Chap. 4 Problem 4 Prokaryotic mRNAs are ready to be translated immediately after they are transcribed. Prokaryotic mRNAs often are polycistronic, and contain coding sequences for multiple genes that are under the control of a common promoter. Eukaryotic mRNAs typically encode only a single protein. They further are extensively post-transcriptionally modified by capping, intron splicing, and polyadenylation reactions (Fig. 4.15).
Chap. 4 Problem 6 An operon is a collection of tandemly linked genes that are transcribed in a single polycistronic mRNA. In the E. coli trp operon, the five gene products all work together in the biosynthesis pathway for the amino acid tryptophan. It is advantageous to link genes together in an operon, so that only one promoter must be regulated to coordinate expression of the related genes. In eukaryotes, the trp genes are transcribed separately (Fig. 4.13b). Thus, multiple promoters must be coordinately regulated to achieve the goal of balanced expression.

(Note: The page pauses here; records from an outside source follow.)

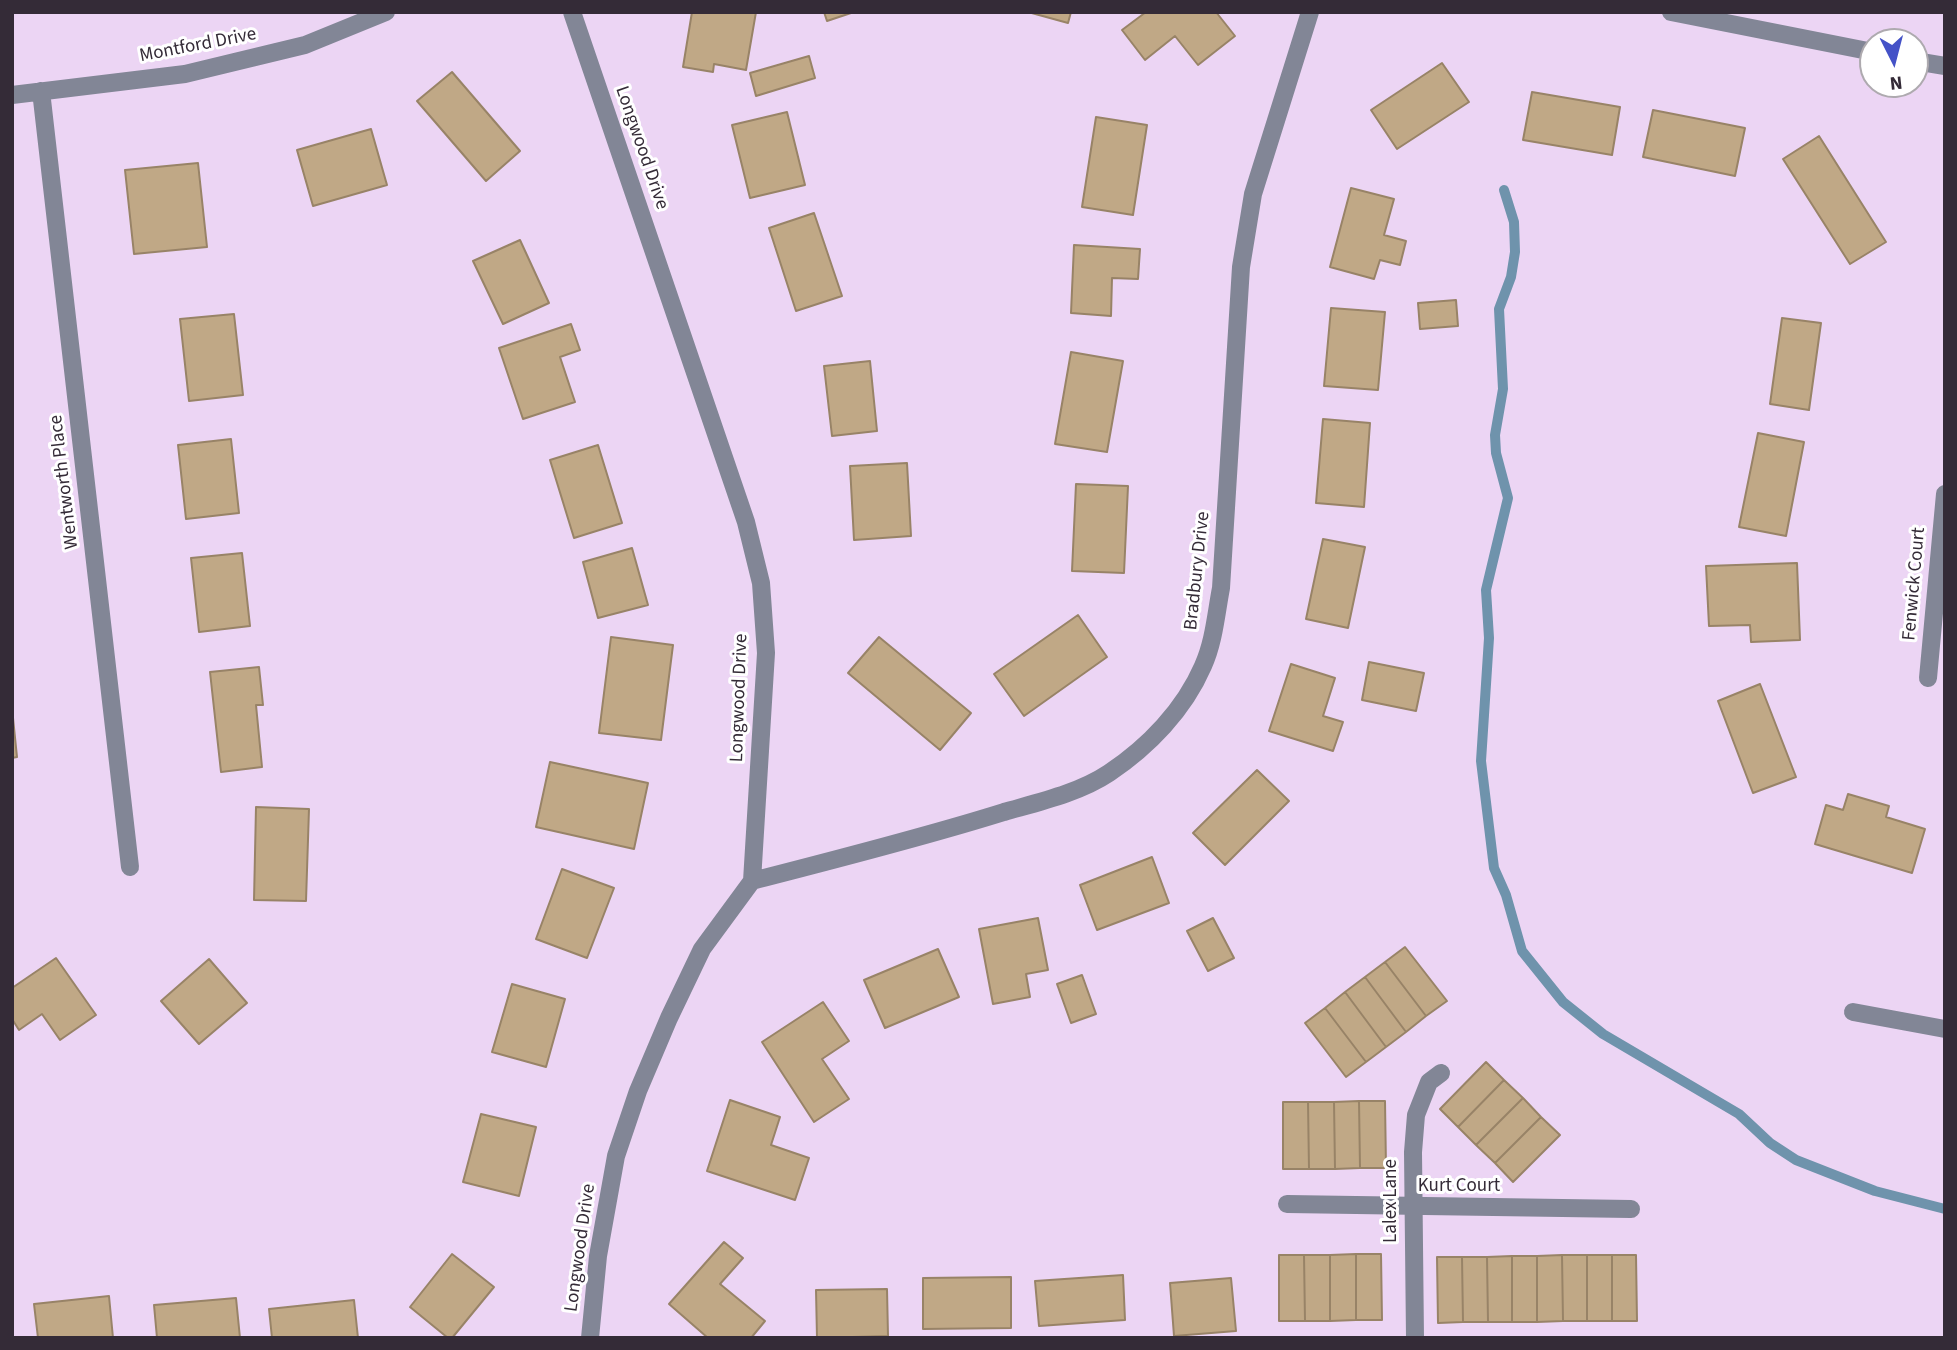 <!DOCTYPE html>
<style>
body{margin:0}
#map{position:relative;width:1957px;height:1350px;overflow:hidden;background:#ecd5f4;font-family:"Source Sans 3",sans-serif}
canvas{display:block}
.frame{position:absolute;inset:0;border:14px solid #342b37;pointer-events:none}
.north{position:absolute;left:1859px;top:28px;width:70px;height:70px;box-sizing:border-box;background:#fff;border:2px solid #aeaaaf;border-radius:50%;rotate:174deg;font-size:19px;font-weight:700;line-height:28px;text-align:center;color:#342b37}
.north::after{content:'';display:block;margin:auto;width:24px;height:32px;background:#4452c7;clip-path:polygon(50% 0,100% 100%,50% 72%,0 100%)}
</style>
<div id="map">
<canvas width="1957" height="1350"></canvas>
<div class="frame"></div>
<div class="north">N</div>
</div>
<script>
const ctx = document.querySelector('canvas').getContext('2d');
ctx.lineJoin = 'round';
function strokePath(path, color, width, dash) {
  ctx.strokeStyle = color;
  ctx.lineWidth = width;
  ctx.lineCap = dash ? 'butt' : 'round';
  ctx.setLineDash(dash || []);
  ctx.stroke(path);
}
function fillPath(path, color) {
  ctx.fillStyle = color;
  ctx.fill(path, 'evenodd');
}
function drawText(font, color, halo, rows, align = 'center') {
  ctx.font = font + ' "Source Sans 3",sans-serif';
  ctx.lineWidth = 6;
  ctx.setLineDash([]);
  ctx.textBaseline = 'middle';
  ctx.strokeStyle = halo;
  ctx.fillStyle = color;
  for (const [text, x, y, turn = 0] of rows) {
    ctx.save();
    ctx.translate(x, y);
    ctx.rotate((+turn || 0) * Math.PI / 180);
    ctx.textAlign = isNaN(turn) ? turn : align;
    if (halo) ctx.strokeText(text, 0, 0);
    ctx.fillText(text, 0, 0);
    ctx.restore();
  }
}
strokePath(new Path2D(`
 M1504,190L1514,222L1515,252L1511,277L1499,309L1503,389L1495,435L1496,453L1508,498L1486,590L1489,638L1481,761L1494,868L1506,895L1522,951L1563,1002L1603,1034L1739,1114L1770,1143L1796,1160L1875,1191L1945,1209`), '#6f93ac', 10);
const building = new Path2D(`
 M692,12H756L746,70L714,64L713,72L683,67Z
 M824,12H854L827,21Z
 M1028,12H1071L1068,23Z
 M1146,12H1216L1235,36L1198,65L1175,36L1145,60L1122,30Z
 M809,56L815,78L756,96L750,73Z
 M1442,63L1469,102L1397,149L1371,110Z
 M452,72L520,151L486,181L417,101Z
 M1532,92L1620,107L1612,155L1523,140Z
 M1653,110L1745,128L1735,176L1643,157Z
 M787,112L805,185L750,198L732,125Z
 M1096,117L1147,125L1133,215L1082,207Z
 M371,129L387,185L313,206L297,150Z
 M1819,136L1886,242L1850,264L1783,159Z
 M198,163L207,247L134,254L125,170Z
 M1351,188L1394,199L1384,235L1406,241L1400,265L1380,260L1374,279L1330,267Z
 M814,213L842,296L796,311L769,228Z
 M520,240L549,303L503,324L473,261Z
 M1074,245L1140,249L1138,279L1112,278L1111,316L1071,313Z
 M1456,300L1458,326L1420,329L1418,303Z
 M1331,308L1385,312L1378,390L1324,386Z
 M234,314L243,395L189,401L180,319Z
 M1782,318L1821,323L1809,410L1770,404Z
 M571,324L580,350L560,357L575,402L523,419L499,348Z
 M1071,352L1123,361L1107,452L1055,444Z
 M870,361L877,431L832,436L824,366Z
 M1323,419L1370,423L1364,507L1316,503Z
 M1758,433L1804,442L1786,536L1739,527Z
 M231,439L239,513L186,519L178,445Z
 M598,445L622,523L574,538L550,460Z
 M907,463L911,536L854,540L850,466Z
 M1076,484L1128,486L1124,573L1072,571Z
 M1323,539L1365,547L1348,628L1306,619Z
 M632,548L648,605L598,618L583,562Z
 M242,553L250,626L199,632L191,558Z
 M1797,563L1800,640L1751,642L1750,625L1709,626L1706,566Z
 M1078,615L1107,657L1024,716L994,674Z
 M611,637L673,645L661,740L599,733Z
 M879,637L971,713L940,750L848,673Z
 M1369,662L1424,673L1416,711L1362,700Z
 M1291,664L1335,678L1323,716L1343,722L1333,751L1269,731Z
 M259,667L263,705H256L262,767L221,772L210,672Z
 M1760,684L1796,777L1753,793L1718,701Z
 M12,708L17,757L12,758Z
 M550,762L648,783L634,849L536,827Z
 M1257,770L1289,801L1225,865L1193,833Z
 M1848,794L1889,806L1886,817L1925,829L1912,873L1815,844L1826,805L1843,810Z
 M256,807L309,809L306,901L254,900Z
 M1152,857L1169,903L1097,930L1080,885Z
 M562,869L614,888L587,958L536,939Z
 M1038,918L1048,970L1026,974L1030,997L993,1004L979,929Z
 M1213,918L1234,958L1208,971L1187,931Z
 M1405,947L1447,1001L1426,1016L1385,962Z
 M938,949L959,997L885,1028L864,980Z
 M56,958L96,1015L60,1040L42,1014L19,1030L12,1019V988Z
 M209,959L247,1003L199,1044L161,1001Z
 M1385,962L1426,1016L1406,1032L1365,977Z
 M1082,975L1096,1014L1071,1023L1057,984Z
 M1365,977L1406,1032L1386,1047L1345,992Z
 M512,984L565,999L546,1067L492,1052Z
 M1345,992L1386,1047L1366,1062L1325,1008Z
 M823,1002L849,1041L822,1059L849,1099L814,1122L762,1042Z
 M1325,1008L1366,1062L1346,1077L1305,1023Z
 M1486,1062L1504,1080L1458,1127L1440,1109Z
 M1504,1080L1523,1098L1476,1145L1458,1127Z
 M1523,1098L1541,1117L1495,1163L1476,1145Z
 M730,1100L780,1117L771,1145L809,1158L795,1200L707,1171Z
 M1359,1101H1385L1386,1168H1360Z
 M1359,1101L1360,1168L1335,1169L1334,1102Z
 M1283,1102H1308L1309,1169H1283Z
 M1308,1102H1334L1335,1169H1309Z
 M481,1114L536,1127L519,1196L463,1182Z
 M1541,1117L1560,1135L1513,1182L1495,1163Z
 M724,1242L743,1258L720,1284L765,1321L751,1338H708L669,1304Z
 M452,1254L494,1287L452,1338H448L410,1307Z
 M1356,1254H1381L1382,1320H1356Z
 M1356,1254V1320L1330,1321V1255Z
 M1279,1255H1304L1305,1321H1279Z
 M1304,1255H1330V1321H1305Z
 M1562,1255H1587V1321H1563Z
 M1562,1255L1563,1321L1537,1322V1256Z
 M1587,1255H1612V1321H1587Z
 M1612,1255H1636L1637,1321H1612Z
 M1512,1256H1537V1322H1512Z
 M1512,1256V1322H1488L1487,1257Z
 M1437,1257H1462L1463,1322L1438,1323Z
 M1462,1257H1487L1488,1322H1463Z
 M1123,1275L1125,1320L1039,1326L1035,1281Z
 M1011,1277V1328L923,1329V1278Z
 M1231,1278L1236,1331L1174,1336L1170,1283Z
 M887,1289L888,1336L817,1338L816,1290Z
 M109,1296L113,1338H38L34,1304Z
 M236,1298L240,1338H157L154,1305Z
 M354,1300L358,1338H272L269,1309Z`);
fillPath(building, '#c0a886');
strokePath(building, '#988367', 2);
strokePath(new Path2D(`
 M572,12L746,522L761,583L766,653L752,881L702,949L669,1018L638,1091L616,1156L598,1256L590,1338
 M1671,12L1873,52
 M1915,61L1945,66
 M41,91L130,867
 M12,95L185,74L305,45L386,12
 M1928,678L1945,494
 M752,881C837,859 921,838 1004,812C1039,802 1079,793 1109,773C1148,747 1184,710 1203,666C1214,642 1216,614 1221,588L1241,267L1253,194L1310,12
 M1853,1012L1945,1029
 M1287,1204L1631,1209
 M1415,1338L1413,1152L1416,1115L1429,1082L1441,1073`), '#828696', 18);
drawText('19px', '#342b37', '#fff', [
 ["Montford Drive",198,46,-11],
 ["Longwood Drive",641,148,71],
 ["Wentworth Place",65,482,-97],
 ["Bradbury Drive",1198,571,-84],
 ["Fenwick Court",1915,584,-85],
 ["Longwood Drive",740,698,-88],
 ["Kurt Court",1459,1187],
 ["Lalex Lane",1392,1201,-90],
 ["Longwood Drive",581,1248,-82]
]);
</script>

Chap. 4 Problem 8 DNA polymerases synthesize DNA strands in a 5’ 3’ direction while moving 3’ 5’ relative to a template strand. While one strand (the leading strand) can be synthesized continuously as the replication fork advances, the other strand (the lagging strand) must be synthesized discontinuously in segments (Okazaki fragments) due to the polarity of DNA polymerase chain elongation. Synthesis of the lagging strand occurs from primers laid down on the template strand as it is exposed by movement of the fork. (See Fig. 4.30)
Chap. 4 Problem 15 If DNA were unwound by helicases for replication, but stabilizing ssDNA binding proteins such as RPA were mutated and could not bind to the ssDNA, then replication would cease due to reformation of dsDNA. If a mRNA molecule formed a hairpin loop on itself at the AUG start site, then the AUG start codon could not be located by the ribosomal initiation complex. Translation of the mRNA would be blocked. If a cell were unable to produce functional tRNAiMet, then translation of most mRNAs would be blocked at the initiation step. tRNAiMet is the only tRNA that can be used to initiate translation.